[proofplan]
The argument rests on the flow formula for the Lie bracket, $[X,Y]|_p = \lim_{t \to 0} t^{-1}((\varphi_{-t})_* Y|_p - Y|_p)$, which we first establish by Taylor expansion in a chart. Using this formula, $[X,Y] = 0$ is equivalent to invariance of $Y$ under the flow of $X$, i.e. $(\varphi_t)_* Y = Y$ for all admissible $t$. Finally, the naturality of flows under pushforward, which states that the flow of $\alpha_* Z$ is $\alpha \circ \psi_t \circ \alpha^{-1}$, converts invariance of $Y$ into commutativity of the two flows.
[/proofplan]
[step:Establish the flow formula $[X,Y]|_p = \lim_{t \to 0} t^{-1}((\varphi_{-t})_* Y|_p - Y|_p)$ via Taylor expansion]

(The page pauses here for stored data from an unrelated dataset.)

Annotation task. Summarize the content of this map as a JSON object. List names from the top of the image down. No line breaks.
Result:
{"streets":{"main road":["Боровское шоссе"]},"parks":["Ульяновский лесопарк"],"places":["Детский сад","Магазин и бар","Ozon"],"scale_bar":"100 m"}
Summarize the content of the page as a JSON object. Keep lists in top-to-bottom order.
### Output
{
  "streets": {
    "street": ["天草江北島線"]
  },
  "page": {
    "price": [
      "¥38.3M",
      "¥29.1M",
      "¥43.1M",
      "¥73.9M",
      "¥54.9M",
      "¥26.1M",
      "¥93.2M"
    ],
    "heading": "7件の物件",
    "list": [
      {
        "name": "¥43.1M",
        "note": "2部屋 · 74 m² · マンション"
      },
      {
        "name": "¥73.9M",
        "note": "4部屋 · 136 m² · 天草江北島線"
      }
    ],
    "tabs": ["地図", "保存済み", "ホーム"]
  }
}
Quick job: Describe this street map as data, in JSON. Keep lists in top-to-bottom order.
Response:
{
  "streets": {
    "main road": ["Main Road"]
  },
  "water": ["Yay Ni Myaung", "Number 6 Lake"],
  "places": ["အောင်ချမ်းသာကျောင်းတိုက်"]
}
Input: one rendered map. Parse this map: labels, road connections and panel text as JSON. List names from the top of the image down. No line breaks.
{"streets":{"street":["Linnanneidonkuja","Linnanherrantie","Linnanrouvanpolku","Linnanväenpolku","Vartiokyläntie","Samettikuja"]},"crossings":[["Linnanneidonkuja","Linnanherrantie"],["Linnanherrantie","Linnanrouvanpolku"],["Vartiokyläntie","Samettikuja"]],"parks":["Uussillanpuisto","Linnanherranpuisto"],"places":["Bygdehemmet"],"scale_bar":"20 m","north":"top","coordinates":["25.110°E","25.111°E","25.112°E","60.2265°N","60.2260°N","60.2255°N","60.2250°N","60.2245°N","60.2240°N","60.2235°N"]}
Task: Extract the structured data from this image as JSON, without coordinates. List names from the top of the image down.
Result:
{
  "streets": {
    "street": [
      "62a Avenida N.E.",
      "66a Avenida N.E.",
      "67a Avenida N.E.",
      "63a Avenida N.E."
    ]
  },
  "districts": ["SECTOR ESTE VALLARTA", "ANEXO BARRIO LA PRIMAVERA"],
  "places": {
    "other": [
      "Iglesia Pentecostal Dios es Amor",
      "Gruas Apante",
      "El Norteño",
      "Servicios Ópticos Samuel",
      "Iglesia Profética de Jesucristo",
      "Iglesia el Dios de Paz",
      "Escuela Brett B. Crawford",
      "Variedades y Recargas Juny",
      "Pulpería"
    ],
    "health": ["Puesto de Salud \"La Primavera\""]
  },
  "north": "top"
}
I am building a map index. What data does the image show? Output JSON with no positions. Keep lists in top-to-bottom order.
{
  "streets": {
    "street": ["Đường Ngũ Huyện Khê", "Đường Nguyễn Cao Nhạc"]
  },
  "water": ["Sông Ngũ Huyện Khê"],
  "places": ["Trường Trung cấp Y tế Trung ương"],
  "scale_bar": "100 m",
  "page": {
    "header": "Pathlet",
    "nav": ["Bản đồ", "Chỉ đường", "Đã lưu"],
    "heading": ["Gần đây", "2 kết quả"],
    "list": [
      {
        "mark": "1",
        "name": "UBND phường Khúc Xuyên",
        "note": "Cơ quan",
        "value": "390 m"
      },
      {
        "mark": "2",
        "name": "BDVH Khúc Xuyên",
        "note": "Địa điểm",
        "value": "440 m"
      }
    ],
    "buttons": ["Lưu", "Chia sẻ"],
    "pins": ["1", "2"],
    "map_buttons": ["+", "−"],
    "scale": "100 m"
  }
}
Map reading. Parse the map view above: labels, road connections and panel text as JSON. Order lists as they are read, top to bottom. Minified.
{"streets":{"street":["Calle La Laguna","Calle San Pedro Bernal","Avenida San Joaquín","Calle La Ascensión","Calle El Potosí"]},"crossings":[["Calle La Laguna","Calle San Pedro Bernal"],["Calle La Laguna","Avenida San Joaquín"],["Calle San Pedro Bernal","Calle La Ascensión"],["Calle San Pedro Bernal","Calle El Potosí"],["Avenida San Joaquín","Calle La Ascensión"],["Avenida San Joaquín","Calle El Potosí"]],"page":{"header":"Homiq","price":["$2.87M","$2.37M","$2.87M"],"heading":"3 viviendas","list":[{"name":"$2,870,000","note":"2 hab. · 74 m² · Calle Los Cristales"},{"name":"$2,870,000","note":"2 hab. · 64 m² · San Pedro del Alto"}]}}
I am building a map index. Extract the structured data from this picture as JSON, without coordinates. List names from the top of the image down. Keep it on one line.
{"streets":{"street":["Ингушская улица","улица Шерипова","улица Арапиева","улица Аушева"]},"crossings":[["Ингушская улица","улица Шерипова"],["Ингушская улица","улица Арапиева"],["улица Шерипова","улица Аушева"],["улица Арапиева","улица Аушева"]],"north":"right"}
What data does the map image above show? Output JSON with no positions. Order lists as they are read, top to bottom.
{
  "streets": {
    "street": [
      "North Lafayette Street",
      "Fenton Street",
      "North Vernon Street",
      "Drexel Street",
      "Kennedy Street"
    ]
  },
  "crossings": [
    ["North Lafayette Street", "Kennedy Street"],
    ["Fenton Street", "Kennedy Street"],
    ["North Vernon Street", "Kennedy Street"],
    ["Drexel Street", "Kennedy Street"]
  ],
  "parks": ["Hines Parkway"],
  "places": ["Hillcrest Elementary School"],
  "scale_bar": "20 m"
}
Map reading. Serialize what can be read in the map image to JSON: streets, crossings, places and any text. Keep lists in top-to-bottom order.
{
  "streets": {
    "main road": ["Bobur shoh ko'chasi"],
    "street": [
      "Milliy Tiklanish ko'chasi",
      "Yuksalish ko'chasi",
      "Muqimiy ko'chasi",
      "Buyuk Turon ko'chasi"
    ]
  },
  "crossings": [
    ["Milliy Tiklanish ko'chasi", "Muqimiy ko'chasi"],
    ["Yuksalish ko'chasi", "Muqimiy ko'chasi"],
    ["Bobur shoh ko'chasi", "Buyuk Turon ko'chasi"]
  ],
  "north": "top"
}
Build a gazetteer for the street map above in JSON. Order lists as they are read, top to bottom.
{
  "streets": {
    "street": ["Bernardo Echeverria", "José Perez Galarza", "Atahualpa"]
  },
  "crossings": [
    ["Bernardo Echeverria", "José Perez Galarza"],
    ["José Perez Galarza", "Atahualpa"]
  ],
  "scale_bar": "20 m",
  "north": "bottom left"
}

Fix $p \in M$ and choose a chart $(U, x_1, \dots, x_n)$ around $p$ on which $\varphi_t$ is defined for $|t| < \varepsilon$. We work componentwise in this chart. Let $f \in C^\infty(M)$. We compute the two expansions in $t$:
\begin{align*}
f \circ \varphi_{-t}(q) &= f(q) - t (X \cdot f)(q) + O(t^2) \quad \text{(uniformly for } q \text{ in a compact neighbourhood of } p\text{)}, \\
Y|_{\varphi_t(p)} &= Y|_p + t (X \cdot Y)|_p + O(t^2) \quad \text{(componentwise in the chart)}.
\end{align*}
Here $(X \cdot Y)|_p$ denotes the chart-wise directional derivative $\sum_i X_i(p) \partial_{x_i} Y_j(p) \, \partial_{x_j}|_p$, which depends on the chart but cancels in the final combination.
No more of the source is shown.